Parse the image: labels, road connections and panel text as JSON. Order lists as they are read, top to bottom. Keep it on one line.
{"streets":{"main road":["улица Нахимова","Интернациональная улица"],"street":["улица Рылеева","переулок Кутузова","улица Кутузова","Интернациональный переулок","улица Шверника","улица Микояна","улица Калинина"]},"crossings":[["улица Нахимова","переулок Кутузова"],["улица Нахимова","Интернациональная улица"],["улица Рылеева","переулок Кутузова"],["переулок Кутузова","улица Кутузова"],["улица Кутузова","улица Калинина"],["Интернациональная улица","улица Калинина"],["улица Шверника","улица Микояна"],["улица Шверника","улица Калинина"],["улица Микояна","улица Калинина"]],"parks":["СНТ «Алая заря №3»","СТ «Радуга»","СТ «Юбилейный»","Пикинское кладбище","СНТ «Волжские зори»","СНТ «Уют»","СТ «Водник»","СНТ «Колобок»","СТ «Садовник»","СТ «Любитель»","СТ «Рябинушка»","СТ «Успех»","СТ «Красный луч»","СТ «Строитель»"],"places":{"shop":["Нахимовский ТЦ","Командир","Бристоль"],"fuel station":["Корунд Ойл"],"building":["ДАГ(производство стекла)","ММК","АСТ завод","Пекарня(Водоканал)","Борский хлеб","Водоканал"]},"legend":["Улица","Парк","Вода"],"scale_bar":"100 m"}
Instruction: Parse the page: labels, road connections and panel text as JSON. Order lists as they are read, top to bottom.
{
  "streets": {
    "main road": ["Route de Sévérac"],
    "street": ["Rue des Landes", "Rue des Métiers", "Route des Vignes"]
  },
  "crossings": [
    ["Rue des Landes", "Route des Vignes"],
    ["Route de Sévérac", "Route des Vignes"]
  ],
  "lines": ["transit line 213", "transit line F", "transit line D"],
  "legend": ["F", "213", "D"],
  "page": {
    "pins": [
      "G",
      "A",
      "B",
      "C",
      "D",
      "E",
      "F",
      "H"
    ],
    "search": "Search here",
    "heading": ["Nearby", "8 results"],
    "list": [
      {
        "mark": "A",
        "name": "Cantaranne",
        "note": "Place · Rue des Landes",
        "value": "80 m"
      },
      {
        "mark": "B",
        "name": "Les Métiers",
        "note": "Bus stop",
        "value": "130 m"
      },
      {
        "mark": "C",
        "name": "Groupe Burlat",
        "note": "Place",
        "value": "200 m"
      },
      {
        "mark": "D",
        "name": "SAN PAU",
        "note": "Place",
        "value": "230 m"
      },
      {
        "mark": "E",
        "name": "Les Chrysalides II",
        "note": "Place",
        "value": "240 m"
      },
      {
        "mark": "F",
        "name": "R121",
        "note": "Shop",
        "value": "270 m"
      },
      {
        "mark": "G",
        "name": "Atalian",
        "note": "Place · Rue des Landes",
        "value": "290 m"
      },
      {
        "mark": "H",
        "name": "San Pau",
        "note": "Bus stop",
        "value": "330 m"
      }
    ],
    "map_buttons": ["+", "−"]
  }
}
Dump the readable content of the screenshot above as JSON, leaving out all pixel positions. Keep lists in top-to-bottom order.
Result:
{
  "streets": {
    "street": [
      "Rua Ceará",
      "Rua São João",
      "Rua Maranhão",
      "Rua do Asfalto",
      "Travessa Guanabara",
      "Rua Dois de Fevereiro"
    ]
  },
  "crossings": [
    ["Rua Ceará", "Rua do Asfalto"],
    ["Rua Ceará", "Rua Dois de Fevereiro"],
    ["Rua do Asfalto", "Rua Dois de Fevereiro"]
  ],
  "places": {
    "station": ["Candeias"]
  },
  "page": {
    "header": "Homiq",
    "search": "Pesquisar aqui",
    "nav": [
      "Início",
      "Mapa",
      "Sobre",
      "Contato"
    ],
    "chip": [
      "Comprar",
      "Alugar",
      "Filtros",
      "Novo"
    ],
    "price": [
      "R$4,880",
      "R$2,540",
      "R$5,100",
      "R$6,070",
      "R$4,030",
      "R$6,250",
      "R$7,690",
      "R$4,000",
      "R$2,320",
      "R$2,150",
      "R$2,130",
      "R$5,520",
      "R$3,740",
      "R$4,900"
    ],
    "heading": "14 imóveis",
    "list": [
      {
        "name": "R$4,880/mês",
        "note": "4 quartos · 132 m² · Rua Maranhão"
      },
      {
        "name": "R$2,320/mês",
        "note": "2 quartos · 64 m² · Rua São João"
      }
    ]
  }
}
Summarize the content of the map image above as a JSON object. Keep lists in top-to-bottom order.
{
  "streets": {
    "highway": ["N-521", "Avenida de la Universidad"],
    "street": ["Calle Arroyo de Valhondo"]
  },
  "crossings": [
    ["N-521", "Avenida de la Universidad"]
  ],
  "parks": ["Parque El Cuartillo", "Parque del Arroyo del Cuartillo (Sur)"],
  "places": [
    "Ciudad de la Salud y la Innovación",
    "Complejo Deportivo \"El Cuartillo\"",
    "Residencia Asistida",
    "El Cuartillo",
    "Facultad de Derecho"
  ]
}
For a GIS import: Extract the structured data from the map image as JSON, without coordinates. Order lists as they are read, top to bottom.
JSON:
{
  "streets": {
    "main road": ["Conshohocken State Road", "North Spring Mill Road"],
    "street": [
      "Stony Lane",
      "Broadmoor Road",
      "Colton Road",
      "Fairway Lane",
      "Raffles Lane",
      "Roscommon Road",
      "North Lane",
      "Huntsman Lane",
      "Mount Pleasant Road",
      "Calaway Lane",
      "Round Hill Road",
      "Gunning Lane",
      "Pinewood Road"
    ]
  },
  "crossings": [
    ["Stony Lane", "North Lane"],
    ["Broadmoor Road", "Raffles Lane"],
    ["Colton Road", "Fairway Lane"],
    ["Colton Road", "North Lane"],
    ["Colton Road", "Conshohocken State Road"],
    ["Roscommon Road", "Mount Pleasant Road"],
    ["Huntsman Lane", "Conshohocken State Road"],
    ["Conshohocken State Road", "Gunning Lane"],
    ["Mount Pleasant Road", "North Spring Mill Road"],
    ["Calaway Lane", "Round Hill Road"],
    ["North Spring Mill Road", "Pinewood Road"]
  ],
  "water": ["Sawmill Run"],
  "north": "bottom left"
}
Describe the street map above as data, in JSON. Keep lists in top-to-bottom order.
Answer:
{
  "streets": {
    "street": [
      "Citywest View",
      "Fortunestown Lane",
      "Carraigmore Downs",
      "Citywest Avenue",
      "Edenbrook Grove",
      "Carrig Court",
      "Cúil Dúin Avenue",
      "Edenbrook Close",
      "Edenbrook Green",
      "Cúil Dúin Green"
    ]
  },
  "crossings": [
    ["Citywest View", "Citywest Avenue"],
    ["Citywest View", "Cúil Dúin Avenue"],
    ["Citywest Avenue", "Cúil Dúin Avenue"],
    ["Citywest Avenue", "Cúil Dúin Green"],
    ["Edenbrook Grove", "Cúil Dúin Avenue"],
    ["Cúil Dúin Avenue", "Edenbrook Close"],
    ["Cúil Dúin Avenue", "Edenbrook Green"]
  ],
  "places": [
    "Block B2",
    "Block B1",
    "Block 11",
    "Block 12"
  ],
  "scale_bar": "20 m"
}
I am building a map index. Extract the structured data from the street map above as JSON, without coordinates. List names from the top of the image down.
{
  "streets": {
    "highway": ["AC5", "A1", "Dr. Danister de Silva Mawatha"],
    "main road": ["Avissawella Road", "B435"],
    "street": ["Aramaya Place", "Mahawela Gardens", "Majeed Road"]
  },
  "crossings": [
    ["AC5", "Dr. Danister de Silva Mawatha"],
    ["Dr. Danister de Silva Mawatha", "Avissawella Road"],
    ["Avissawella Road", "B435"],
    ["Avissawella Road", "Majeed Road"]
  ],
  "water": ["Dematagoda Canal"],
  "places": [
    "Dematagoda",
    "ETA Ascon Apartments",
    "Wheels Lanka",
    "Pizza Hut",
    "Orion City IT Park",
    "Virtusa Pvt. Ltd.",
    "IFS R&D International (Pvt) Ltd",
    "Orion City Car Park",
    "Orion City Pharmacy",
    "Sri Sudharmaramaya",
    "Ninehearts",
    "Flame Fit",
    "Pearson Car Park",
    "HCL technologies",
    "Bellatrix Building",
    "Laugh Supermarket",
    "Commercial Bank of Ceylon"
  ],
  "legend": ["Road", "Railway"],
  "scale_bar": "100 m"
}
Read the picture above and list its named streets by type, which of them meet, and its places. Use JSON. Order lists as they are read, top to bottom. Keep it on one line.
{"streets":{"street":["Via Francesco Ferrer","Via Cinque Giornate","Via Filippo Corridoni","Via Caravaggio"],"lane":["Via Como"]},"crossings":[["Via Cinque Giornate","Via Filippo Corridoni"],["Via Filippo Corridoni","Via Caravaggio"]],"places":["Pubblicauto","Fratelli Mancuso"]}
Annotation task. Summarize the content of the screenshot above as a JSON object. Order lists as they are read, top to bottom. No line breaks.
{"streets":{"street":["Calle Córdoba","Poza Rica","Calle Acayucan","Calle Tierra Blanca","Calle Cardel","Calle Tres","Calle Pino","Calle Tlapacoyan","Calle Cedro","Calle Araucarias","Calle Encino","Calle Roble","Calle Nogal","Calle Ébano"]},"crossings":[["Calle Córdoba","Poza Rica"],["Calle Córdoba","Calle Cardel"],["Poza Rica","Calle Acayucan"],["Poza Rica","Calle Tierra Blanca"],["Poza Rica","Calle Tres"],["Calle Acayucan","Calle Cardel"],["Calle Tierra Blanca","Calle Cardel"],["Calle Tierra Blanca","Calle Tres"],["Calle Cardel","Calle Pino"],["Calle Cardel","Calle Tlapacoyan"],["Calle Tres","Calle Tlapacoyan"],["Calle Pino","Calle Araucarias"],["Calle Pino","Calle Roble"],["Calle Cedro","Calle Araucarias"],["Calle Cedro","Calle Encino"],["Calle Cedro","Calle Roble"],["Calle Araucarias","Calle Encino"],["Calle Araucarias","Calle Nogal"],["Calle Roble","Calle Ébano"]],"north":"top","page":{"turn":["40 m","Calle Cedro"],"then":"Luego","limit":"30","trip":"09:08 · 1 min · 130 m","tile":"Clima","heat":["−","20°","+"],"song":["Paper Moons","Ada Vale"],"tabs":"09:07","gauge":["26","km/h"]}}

══════════════════════════════

» **TASK PROMPT**:
Please give the number of lines in the data where "connections" appears, without any other words.

» **WRITTEN ANSWER**:
2